The purpose of this article is to suggest that the current conceptualization and study of autism are highly problematic, with notable deleterious impacts on the efficacy of empirical research and the development of better clinical protocols and applications. A simple solution is proposed, based on ideas developed by Mottron (1, 2) and on what I call Kanner's “hallmarks” of autism.

I first describe the standard medical model of human disease, and show how it does not apply to the main, current psychiatric model for mental disorders in general and autism in particular. Second, I discuss salient findings on the genetic and phenotypic heterogeneity of autism, in the context of the history of its diagnostic criteria. This heterogeneity has led to conceptual expansion of the “autism spectrum” and “autism traits” such that they have become largely synonymous with social deficits and lose meaning as psychological-psychiatric constructs with any useful specificity. These changes have also apparently led to a substantial incidence of false positive autism diagnoses in childhood. Third, I provide specific suggestions for surmounting these problems, in the context of autism as originally described by Kanner (3), and centered on his “hallmarks” of autism, described below, as currently conceived.

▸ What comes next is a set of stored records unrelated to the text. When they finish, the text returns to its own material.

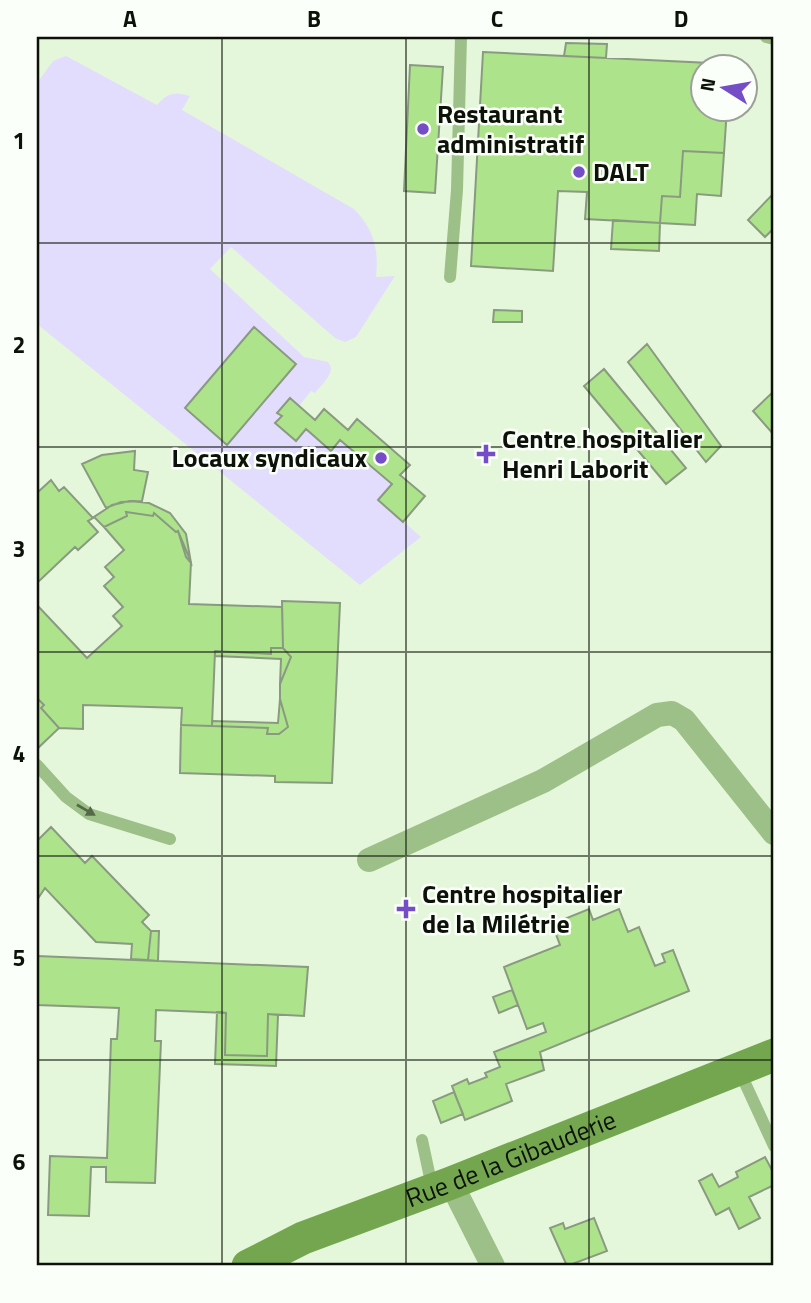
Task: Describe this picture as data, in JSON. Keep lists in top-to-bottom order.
{
  "streets": {
    "street": ["Rue de la Gibauderie"]
  },
  "places": {
    "other": ["Restaurant administratif", "DALT", "Locaux syndicaux"],
    "health": ["Centre hospitalier Henri Laborit", "Centre hospitalier de la Milétrie"]
  },
  "north": "left",
  "grid": {
    "columns": [
      "A",
      "B",
      "C",
      "D"
    ],
    "rows": [
      "1",
      "2",
      "3",
      "4",
      "5",
      "6"
    ]
  }
}
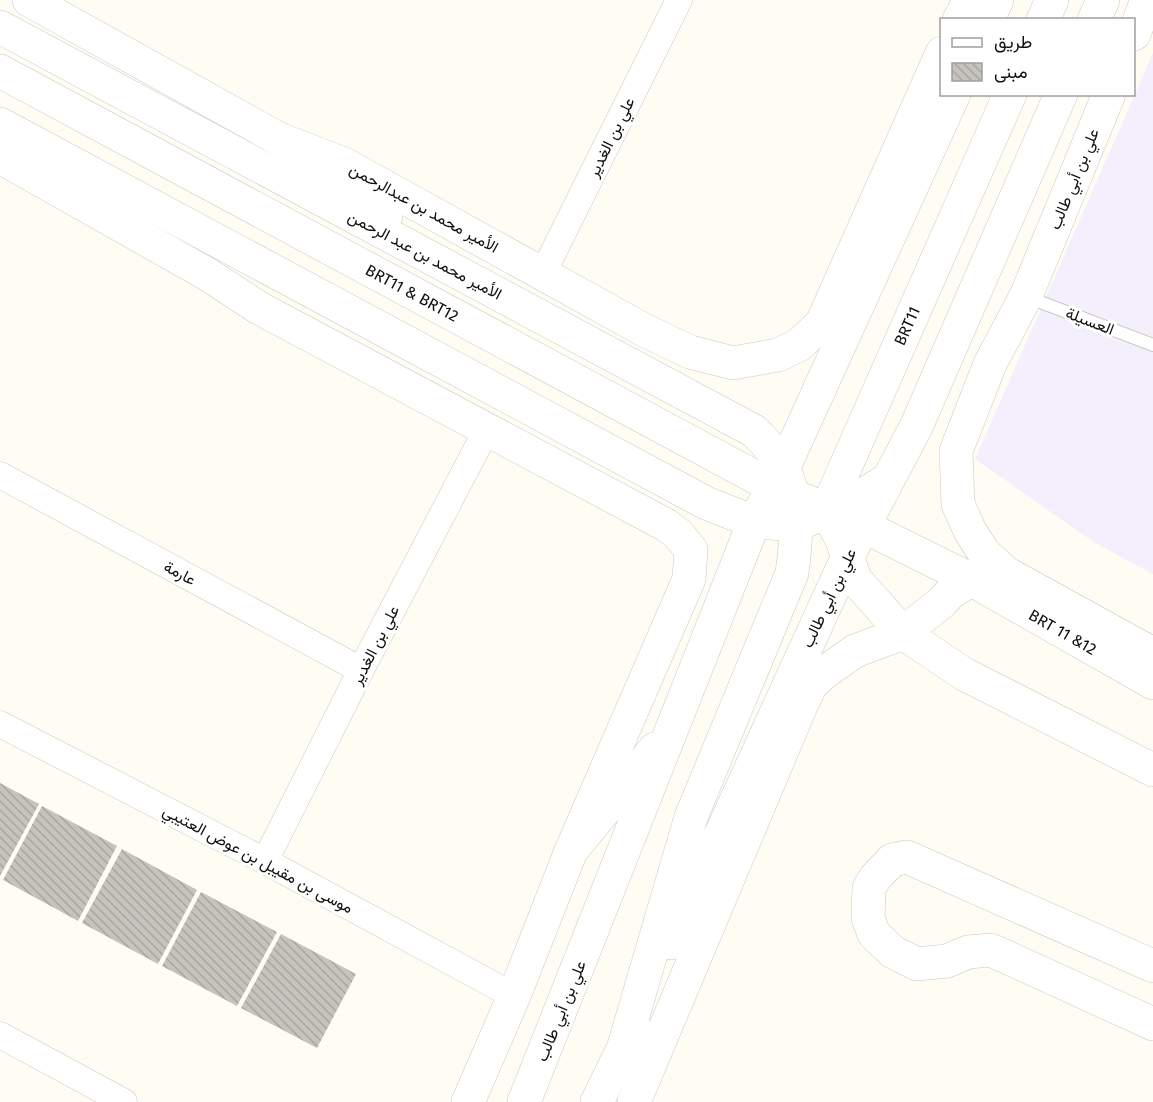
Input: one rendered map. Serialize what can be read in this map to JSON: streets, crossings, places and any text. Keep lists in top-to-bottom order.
{
  "streets": {
    "main road": [
      "علي بن أبي طالب",
      "الأمير محمد بن عبدالرحمن",
      "الأمير محمد بن عبد الرحمن",
      "BRT11 & BRT12",
      "BRT11",
      "BRT 11 &12"
    ],
    "street": ["علي بن الغدير", "عارمة", "موسى بن مقيبل بن عوض العتيبي"],
    "lane": ["العسيلة"]
  },
  "crossings": [
    ["علي بن الغدير", "الأمير محمد بن عبدالرحمن"],
    ["علي بن الغدير", "عارمة"],
    ["علي بن الغدير", "موسى بن مقيبل بن عوض العتيبي"],
    ["علي بن أبي طالب", "الأمير محمد بن عبد الرحمن"],
    ["علي بن أبي طالب", "BRT11 & BRT12"],
    ["علي بن أبي طالب", "العسيلة"],
    ["علي بن أبي طالب", "BRT 11 &12"],
    ["الأمير محمد بن عبد الرحمن", "BRT11 & BRT12"],
    ["الأمير محمد بن عبد الرحمن", "BRT11"],
    ["الأمير محمد بن عبد الرحمن", "BRT 11 &12"],
    ["BRT11", "BRT 11 &12"]
  ],
  "legend": ["طريق", "مبنى"]
}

The standard medical model

The standard medical model of disease focuses on diagnosing what adaptive biological system has become maladaptive and dysfunctional in what way (4). Diseases are thus inextricably connected, conceptually and mechanistically, with specific adaptations. For example, lymphoma represents excessive lymphocyte replication, osteoporosis is defined as bone density that has become notably reduced, and type 1 diabetes is triggered by insufficient production of insulin. The causes of such diseases are discerned by studying the normal biological functioning of the adaptations, to understand how and why different dysfunctions occur and manifest in a disease and its symptoms. For each patient presenting initially with some set of symptoms, some process of implicit or explicit differential diagnosis is typically followed to determine the biological causes, which determine the optimal treatment.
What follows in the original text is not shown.